The runic text states that the stone was raised as a memorial by a man named Sveinn to his father Þorgeirr. The name Þorgeirr contains as a theophoric name element the Norse pagan god Thor and means "Thor's Spear." The runic text uses the word stena meaning "stones," suggesting that more than one stone was originally raised in memory of Þorgeirr. If so, the second stone of the memorial has since been lost. The last words of the Old Norse text, faþur sin ("his father"), are carved below the image of the ship at sea.
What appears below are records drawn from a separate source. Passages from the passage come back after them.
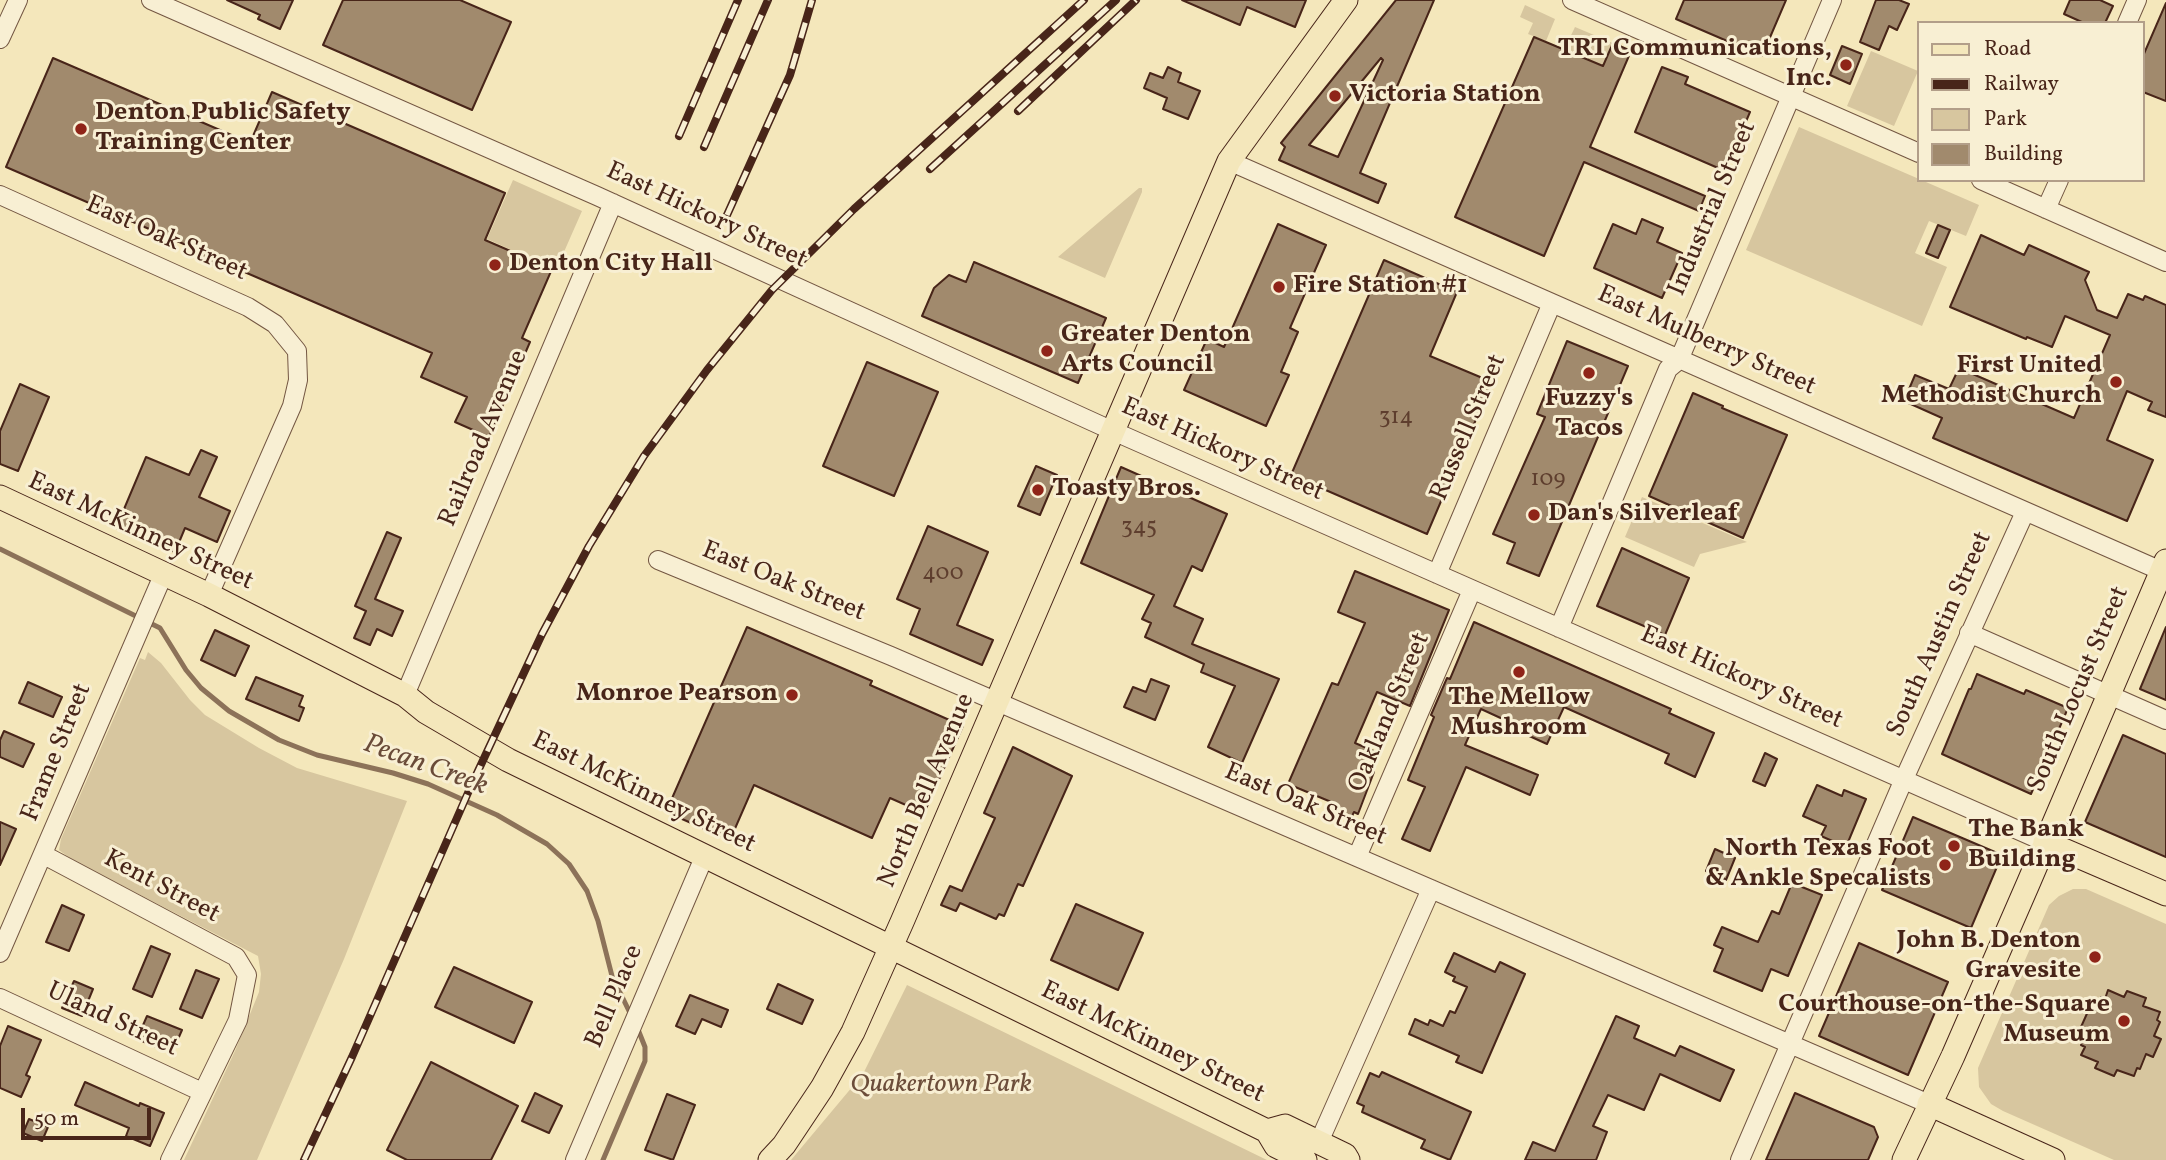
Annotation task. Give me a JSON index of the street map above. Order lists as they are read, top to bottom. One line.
{"streets":{"main road":["East McKinney Street","South Locust Street","North Bell Avenue"],"street":["Industrial Street","East Hickory Street","East Oak Street","East Mulberry Street","Russell Street","Railroad Avenue","South Austin Street","Oakland Street","Frame Street","Kent Street","Bell Place","Uland Street"]},"crossings":[["Industrial Street","East Hickory Street"],["Industrial Street","East Mulberry Street"],["East Hickory Street","Russell Street"],["East Hickory Street","Railroad Avenue"],["East Hickory Street","South Austin Street"],["East Hickory Street","South Locust Street"],["East Hickory Street","Oakland Street"],["East Hickory Street","North Bell Avenue"],["East Oak Street","East McKinney Street"],["East Oak Street","South Austin Street"],["East Oak Street","South Locust Street"],["East Oak Street","Oakland Street"],["East Oak Street","North Bell Avenue"],["East Mulberry Street","Russell Street"],["East Mulberry Street","South Austin Street"],["East Mulberry Street","South Locust Street"],["East Mulberry Street","North Bell Avenue"],["Railroad Avenue","East McKinney Street"],["East McKinney Street","Frame Street"],["East McKinney Street","North Bell Avenue"],["East McKinney Street","Bell Place"],["Frame Street","Kent Street"],["Kent Street","Uland Street"]],"water":["Pecan Creek"],"parks":["Quakertown Park"],"places":["TRT Communications, Inc.","Victoria Station","Denton Public Safety Training Center","Denton City Hall","Fire Station #1","Greater Denton Arts Council","Fuzzy's Tacos","First United Methodist Church","Toasty Bros.","Dan's Silverleaf","The Mellow Mushroom","Monroe Pearson","The Bank Building","North Texas Foot & Ankle Specalists","John B. Denton Gravesite","Courthouse-on-the-Square Museum"],"house_numbers":["314","109","345","400"],"legend":["Road","Railway","Park","Building"],"scale_bar":"50 m"}
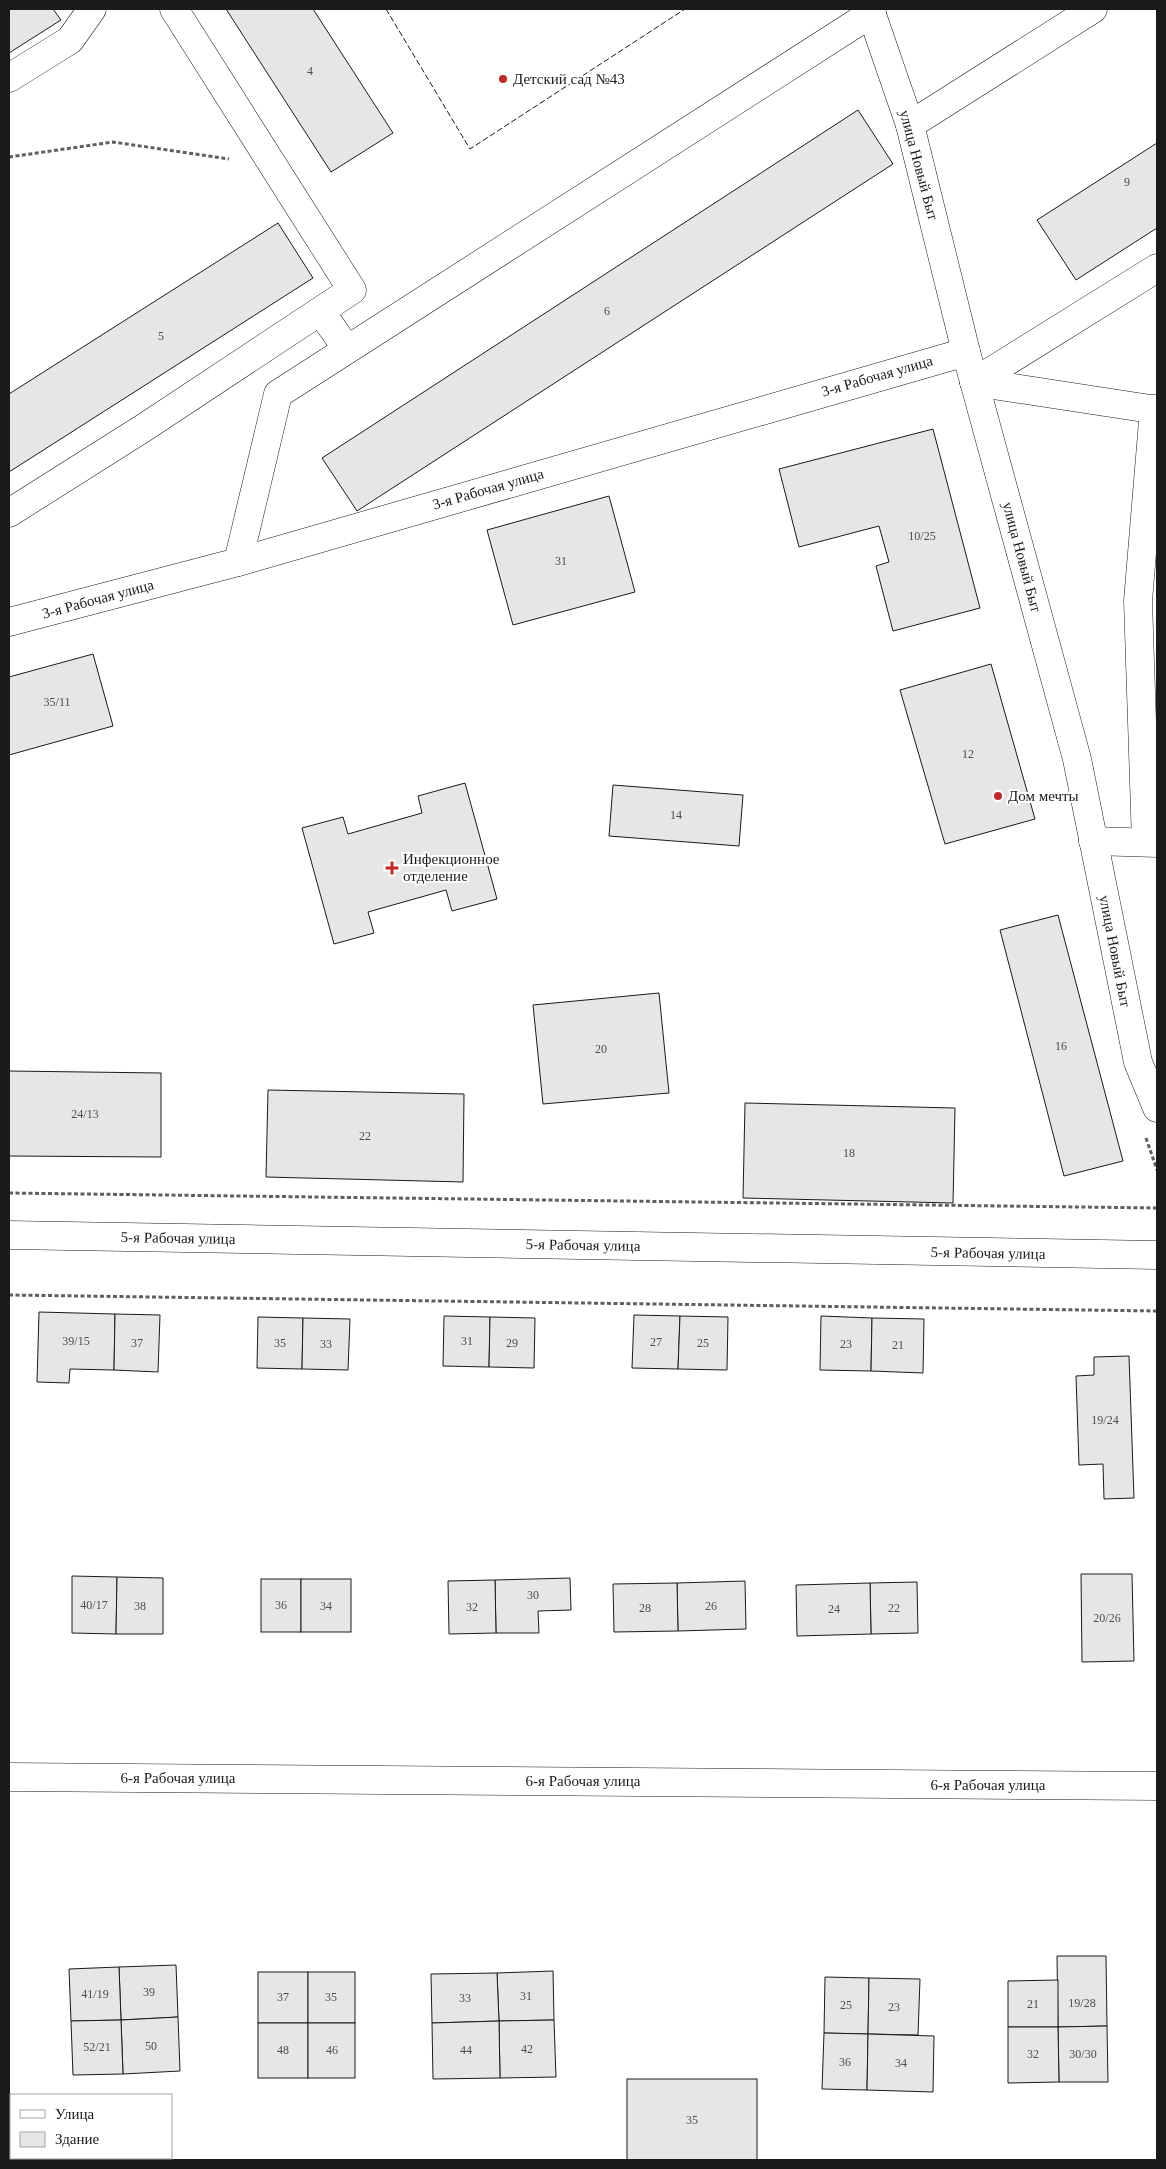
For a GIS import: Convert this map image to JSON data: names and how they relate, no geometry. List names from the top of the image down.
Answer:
{
  "streets": {
    "street": [
      "улица Новый Быт",
      "3-я Рабочая улица",
      "5-я Рабочая улица",
      "6-я Рабочая улица"
    ]
  },
  "crossings": [
    ["улица Новый Быт", "3-я Рабочая улица"]
  ],
  "places": {
    "other": ["Детский сад №43", "Дом мечты"],
    "health": ["Инфекционное отделение"]
  },
  "house_numbers": [
    "4",
    "9",
    "6",
    "5",
    "10/25",
    "31",
    "35/11",
    "12",
    "14",
    "16",
    "20",
    "24/13",
    "22",
    "18",
    "39/15",
    "31",
    "27",
    "37",
    "35",
    "29",
    "25",
    "33",
    "23",
    "21",
    "19/24",
    "30",
    "40/17",
    "36",
    "38",
    "34",
    "26",
    "32",
    "28",
    "22",
    "24",
    "20/26",
    "39",
    "41/19",
    "31",
    "37",
    "35",
    "33",
    "19/28",
    "21",
    "25",
    "23",
    "50",
    "52/21",
    "42",
    "48",
    "46",
    "44",
    "32",
    "30/30",
    "36",
    "34",
    "35"
  ],
  "legend": ["Улица", "Здание"]
}
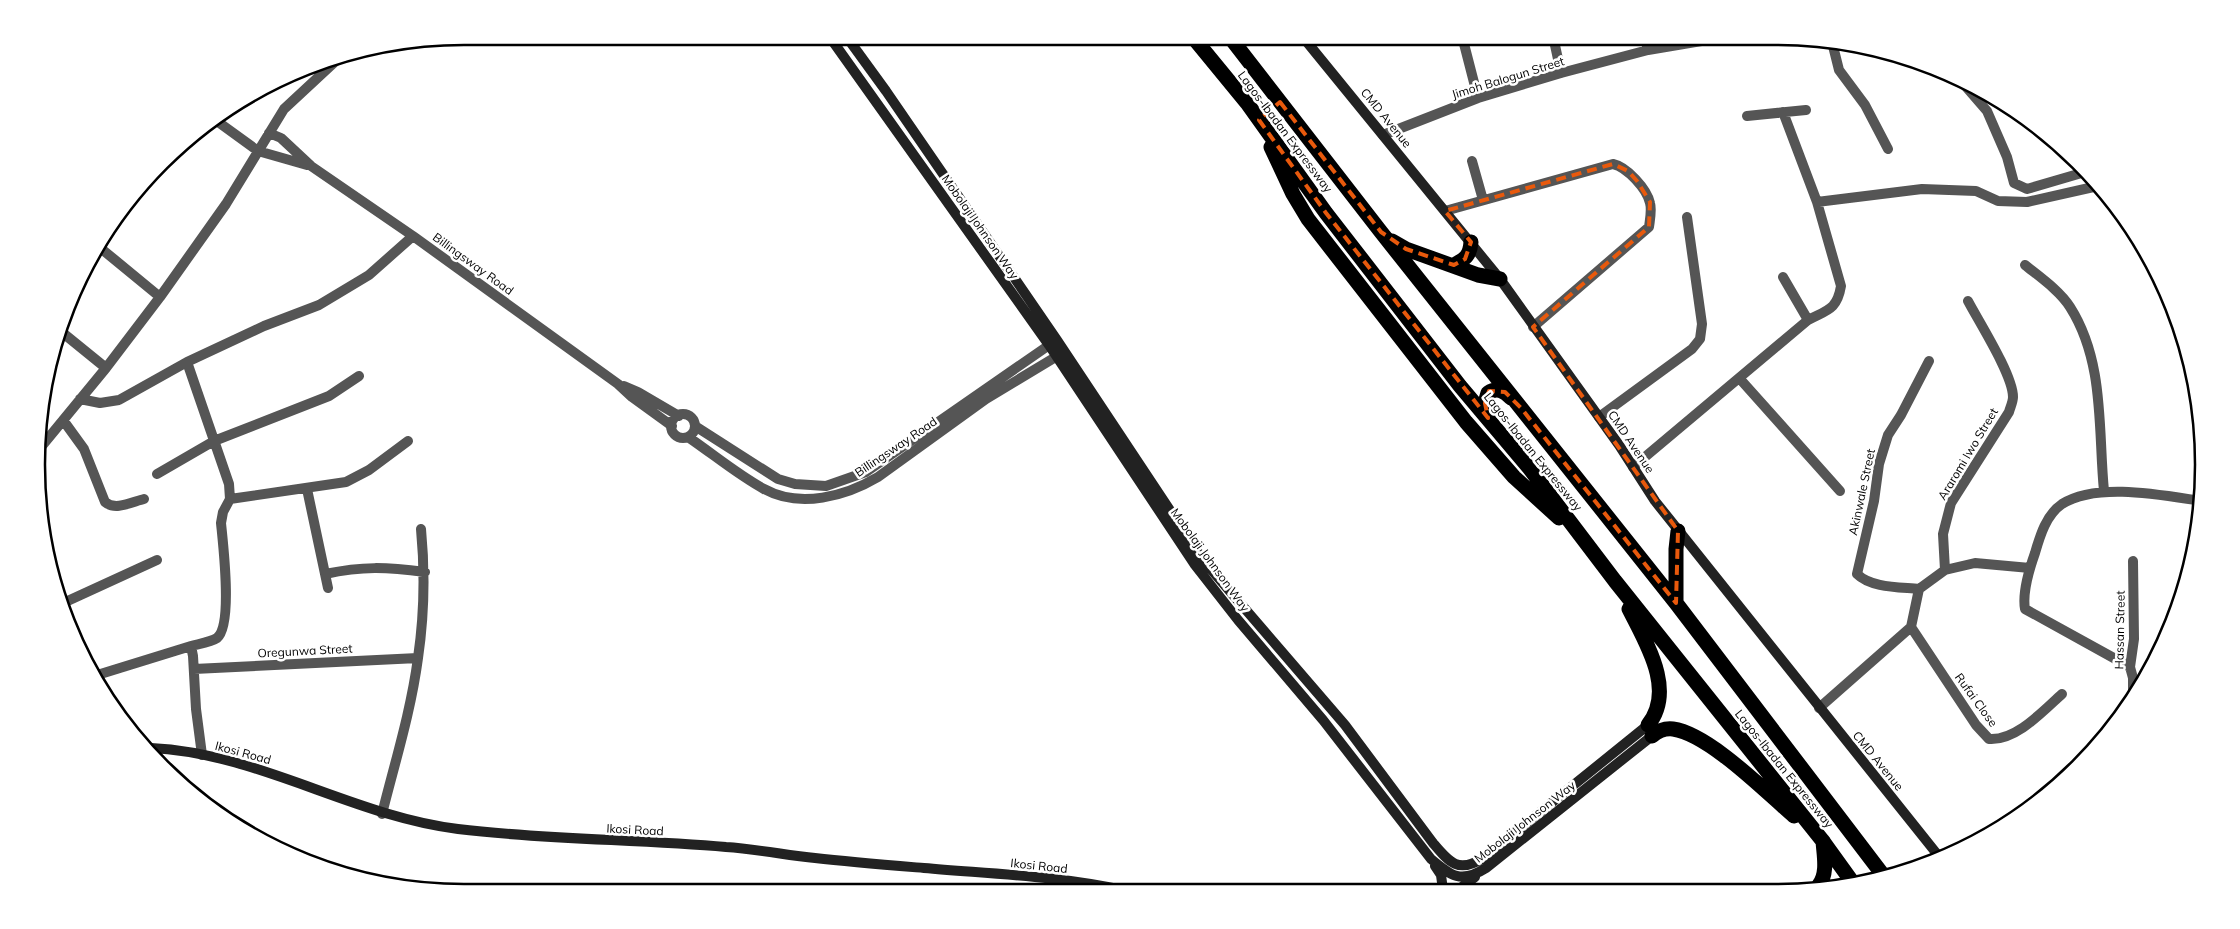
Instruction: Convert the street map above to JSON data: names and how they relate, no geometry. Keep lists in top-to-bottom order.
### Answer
{
  "streets": {
    "highway": ["Lagos-Ibadan Expressway"],
    "street": [
      "Jimoh Balogun Street",
      "CMD Avenue",
      "Mobolaji Johnson Way",
      "Billingsway Road",
      "Araromi Iwo Street",
      "Akinwale Street",
      "Hassan Street",
      "Oregunwa Street",
      "Rufai Close",
      "Ikosi Road"
    ]
  },
  "crossings": [
    ["Jimoh Balogun Street", "CMD Avenue"],
    ["Mobolaji Johnson Way", "Billingsway Road"]
  ]
}
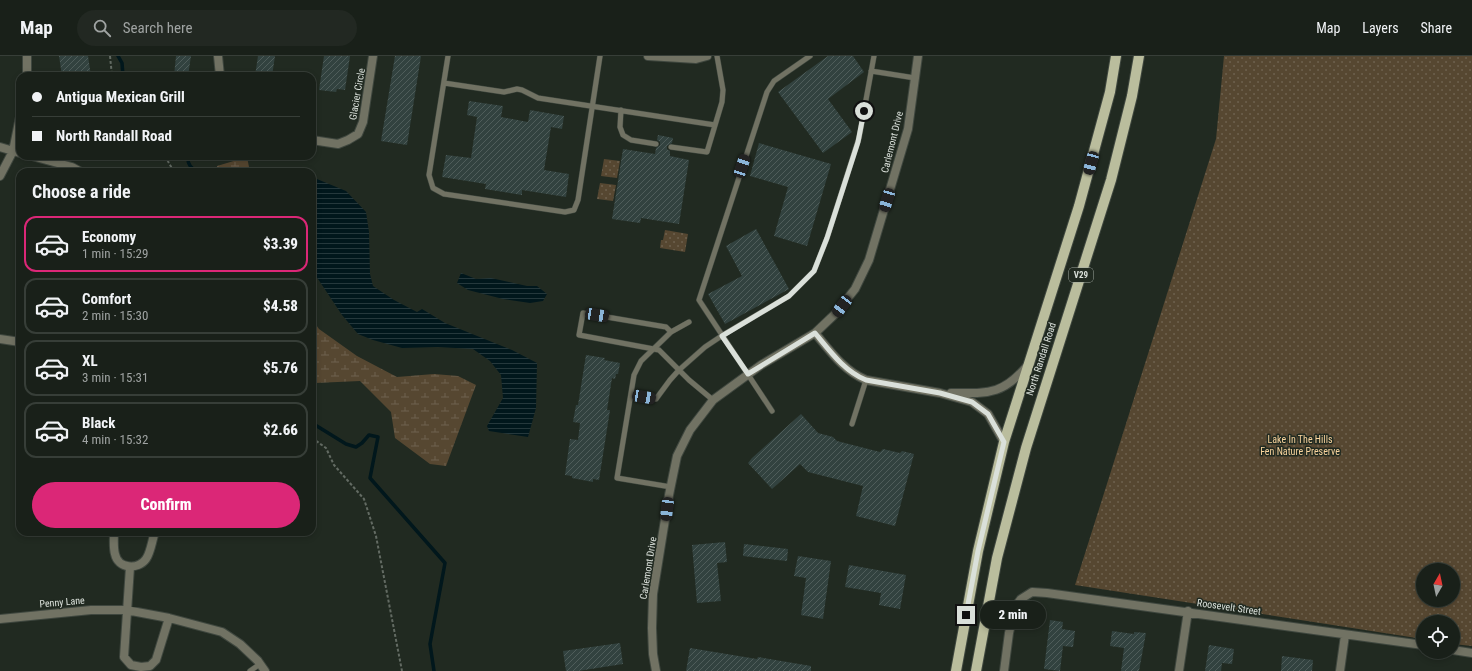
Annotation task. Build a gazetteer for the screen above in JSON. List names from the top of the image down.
{
  "streets": {
    "main road": ["V29", "North Randall Road"],
    "street": [
      "Glacier Circle",
      "Carlemont Drive",
      "Penny Lane",
      "Roosevelt Street"
    ]
  },
  "parks": ["Lake In The Hills Fen Nature Preserve"],
  "north": "top",
  "page": {
    "header": "Map",
    "search": "Search here",
    "nav": ["Map", "Layers", "Share"],
    "banner": ["Antigua Mexican Grill", "North Randall Road"],
    "heading": "Choose a ride",
    "list": [
      {
        "name": "Economy",
        "note": "1 min · 15:29",
        "value": "$3.39"
      },
      {
        "name": "Comfort",
        "note": "2 min · 15:30",
        "value": "$4.58"
      },
      {
        "name": "XL",
        "note": "3 min · 15:31",
        "value": "$5.76"
      },
      {
        "name": "Black",
        "note": "4 min · 15:32",
        "value": "$2.66"
      }
    ],
    "buttons": "Confirm",
    "bubble": "2 min"
  }
}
Locally the stone is known as the Holmbystenen. The inscription has been given a Danish listing in the Rundata catalog as Scania was part of the historic Denmark.

==Inscription==
===Transliteration of the runes into Latin characters===
 suin : risþi : stina ¶ + ¶ þesi : ef(t)iʀ : þurgiʀ : ¶ faþur : sin :

===Transcription into Old Norse===
Swen resþi stena þæssi æftiʀ Þorgiʀ, faþur sin.

===Translation in English===
Sveinn raised these stones in memory of Þorgeirr, his father.